I suppose compared with the high-powered types you know, I'm pretty lame. Old man living in a van all alone for years, no accomplishments, no education, no money, few friends, no gal. A loser by any definition. A nut really. Never owned a piece of property in his life. And thinks he can write. How I must look to you. I admit that I can see it, but I can't believe it. How can anyone so yet full of desire and curiosity be worth so little? Am I whining again? I don't know. But they can bomb women and children, too. What am I?

I protest my aging body, the betrayer. What a burden a body is finally. It's only good for getting around in, unless it was born broken. For all of my life my body, sleek and firm, has been the vehicle of a tortured mind, and vale of a caged sexual appetite. Every nerve in my body is on fire from something. My mind is whirling with images and concepts and longing--for another body beside me. Thoughts and desires rip through my days and nights like little tornadoes, wreaking ruin on things that were ruined before. Everything is a distraction from a previous distraction, and, "everything is broken."

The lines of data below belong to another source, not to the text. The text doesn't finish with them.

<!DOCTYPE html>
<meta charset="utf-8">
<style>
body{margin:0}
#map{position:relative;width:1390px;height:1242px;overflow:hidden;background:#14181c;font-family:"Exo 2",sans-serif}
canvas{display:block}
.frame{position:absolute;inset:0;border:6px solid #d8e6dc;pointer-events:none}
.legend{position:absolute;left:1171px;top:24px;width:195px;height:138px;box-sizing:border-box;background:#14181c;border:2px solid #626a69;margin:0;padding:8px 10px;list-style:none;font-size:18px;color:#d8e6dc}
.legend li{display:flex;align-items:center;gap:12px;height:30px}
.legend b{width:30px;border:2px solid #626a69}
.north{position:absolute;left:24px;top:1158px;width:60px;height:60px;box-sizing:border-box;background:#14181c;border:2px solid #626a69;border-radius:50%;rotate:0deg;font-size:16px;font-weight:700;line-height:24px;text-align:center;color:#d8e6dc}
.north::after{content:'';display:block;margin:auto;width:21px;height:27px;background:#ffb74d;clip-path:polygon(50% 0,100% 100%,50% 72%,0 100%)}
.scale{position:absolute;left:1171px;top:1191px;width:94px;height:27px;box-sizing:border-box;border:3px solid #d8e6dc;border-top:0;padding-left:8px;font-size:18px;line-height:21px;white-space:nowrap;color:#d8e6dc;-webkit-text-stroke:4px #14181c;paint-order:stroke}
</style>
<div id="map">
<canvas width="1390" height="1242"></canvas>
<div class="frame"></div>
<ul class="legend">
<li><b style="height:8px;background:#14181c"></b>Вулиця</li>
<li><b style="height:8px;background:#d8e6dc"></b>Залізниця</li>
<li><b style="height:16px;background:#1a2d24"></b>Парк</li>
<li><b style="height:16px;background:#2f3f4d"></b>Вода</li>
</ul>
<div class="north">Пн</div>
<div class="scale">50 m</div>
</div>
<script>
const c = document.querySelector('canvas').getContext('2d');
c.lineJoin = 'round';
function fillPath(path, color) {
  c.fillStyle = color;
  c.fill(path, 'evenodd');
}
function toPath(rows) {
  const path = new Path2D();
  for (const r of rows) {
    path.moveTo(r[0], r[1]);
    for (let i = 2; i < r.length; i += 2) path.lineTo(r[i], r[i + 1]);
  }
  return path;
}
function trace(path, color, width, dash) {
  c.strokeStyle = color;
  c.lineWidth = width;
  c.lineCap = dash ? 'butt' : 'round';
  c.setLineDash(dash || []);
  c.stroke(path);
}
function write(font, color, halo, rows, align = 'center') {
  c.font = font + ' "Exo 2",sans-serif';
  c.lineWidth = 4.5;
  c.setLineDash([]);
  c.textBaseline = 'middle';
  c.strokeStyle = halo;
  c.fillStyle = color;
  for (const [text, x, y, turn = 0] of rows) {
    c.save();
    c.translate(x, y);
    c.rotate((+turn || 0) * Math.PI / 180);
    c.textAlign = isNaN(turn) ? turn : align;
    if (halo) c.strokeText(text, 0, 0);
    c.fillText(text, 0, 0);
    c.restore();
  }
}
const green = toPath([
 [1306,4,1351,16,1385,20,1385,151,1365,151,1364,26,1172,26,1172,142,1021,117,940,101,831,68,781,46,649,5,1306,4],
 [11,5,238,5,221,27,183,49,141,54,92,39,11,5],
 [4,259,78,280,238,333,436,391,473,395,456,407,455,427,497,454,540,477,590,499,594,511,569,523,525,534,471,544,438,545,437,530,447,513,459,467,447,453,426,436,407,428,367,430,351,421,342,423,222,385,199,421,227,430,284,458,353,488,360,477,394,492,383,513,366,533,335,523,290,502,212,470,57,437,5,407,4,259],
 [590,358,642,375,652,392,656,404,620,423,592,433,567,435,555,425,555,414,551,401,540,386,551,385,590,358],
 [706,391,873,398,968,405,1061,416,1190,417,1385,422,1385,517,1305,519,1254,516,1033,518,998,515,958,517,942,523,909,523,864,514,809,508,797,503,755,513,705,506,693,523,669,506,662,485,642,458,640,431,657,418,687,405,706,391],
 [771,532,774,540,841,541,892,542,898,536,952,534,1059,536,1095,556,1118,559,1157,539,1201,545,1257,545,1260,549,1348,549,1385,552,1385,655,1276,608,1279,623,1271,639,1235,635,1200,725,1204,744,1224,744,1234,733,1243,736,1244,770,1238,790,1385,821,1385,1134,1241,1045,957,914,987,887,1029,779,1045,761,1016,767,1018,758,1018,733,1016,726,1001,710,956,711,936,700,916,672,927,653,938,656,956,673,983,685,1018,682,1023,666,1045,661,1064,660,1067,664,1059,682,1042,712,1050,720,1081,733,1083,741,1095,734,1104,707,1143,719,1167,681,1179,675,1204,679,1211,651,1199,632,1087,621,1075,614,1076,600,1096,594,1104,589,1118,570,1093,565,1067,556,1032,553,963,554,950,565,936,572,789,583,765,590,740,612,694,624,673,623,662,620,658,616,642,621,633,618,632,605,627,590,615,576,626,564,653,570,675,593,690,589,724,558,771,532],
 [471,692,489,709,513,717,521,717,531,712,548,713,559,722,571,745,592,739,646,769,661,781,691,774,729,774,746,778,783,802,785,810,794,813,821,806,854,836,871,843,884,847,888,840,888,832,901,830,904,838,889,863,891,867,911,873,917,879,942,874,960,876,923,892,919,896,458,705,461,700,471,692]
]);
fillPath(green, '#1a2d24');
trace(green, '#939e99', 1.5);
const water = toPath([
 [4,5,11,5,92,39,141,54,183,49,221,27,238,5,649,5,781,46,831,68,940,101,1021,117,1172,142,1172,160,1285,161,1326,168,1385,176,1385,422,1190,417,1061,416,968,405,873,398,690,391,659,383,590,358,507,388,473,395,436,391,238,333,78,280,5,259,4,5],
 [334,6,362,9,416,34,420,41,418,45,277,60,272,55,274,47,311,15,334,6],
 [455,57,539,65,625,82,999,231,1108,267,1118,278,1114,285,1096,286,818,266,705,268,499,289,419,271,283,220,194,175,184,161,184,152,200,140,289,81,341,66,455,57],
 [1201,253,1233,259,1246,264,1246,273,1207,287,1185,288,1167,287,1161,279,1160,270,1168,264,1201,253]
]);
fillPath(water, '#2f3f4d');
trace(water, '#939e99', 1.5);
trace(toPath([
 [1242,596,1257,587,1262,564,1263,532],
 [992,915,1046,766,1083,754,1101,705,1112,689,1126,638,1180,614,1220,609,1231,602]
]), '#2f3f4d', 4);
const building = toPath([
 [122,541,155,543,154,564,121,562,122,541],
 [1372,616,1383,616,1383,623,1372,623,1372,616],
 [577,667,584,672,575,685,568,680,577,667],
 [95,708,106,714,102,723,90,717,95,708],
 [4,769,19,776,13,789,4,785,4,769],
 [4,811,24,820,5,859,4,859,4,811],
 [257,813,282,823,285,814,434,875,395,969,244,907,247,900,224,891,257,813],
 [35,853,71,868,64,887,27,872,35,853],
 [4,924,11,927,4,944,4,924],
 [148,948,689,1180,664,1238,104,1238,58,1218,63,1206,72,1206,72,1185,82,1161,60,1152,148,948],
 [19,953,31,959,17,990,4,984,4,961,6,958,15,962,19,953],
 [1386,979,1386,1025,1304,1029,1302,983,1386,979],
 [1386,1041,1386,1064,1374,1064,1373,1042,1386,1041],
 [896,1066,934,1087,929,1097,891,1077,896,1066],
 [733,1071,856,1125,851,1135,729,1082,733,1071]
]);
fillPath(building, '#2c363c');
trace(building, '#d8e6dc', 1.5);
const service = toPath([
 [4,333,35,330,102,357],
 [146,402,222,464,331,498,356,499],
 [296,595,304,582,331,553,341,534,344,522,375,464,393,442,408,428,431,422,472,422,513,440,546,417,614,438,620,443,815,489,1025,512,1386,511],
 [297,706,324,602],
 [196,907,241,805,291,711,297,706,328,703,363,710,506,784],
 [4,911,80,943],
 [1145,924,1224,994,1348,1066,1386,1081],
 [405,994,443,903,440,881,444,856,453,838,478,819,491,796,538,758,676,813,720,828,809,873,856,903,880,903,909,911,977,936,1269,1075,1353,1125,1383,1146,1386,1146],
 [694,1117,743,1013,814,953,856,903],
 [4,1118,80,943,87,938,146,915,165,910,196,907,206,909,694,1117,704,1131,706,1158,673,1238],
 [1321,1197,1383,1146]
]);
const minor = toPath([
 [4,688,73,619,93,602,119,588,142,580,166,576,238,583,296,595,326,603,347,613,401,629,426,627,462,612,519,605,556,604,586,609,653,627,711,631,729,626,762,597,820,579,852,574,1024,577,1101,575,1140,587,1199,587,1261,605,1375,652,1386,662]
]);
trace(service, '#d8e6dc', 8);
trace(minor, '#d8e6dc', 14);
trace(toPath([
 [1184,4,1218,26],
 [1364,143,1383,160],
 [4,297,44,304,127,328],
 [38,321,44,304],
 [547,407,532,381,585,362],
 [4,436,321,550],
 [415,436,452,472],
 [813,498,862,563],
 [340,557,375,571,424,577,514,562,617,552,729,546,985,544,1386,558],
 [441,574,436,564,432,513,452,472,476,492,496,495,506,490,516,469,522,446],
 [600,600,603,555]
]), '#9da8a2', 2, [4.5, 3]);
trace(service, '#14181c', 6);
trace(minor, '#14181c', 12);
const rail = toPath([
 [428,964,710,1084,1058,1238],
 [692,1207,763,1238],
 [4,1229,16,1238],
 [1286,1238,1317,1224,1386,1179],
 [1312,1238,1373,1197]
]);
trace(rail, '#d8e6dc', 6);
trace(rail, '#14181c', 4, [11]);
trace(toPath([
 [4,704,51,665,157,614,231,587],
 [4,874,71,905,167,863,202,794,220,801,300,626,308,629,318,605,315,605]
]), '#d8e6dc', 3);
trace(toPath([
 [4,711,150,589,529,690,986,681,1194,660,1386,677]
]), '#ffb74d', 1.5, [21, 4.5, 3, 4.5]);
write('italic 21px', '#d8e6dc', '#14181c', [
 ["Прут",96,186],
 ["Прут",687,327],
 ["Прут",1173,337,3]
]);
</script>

I want only to find a center where I can rest from this interior tumult. A safe place under a tree in a forest so deep and silent no one can find or disturb me. Is it too late to formalize my monk-hood? Can I get a cell, a stipend, a meal, a hooded robe? Make mine black. I already fasted and took the vow of silence so long ago. O, is this it? This stingy bare room with the cold lumpy bed and one thin blanket? No thanks. I'll stay in my van. More blankets out there. An air mattress too.

Then leave me. I want to rest.

Alone I guess. Here in my cell of iron and glass.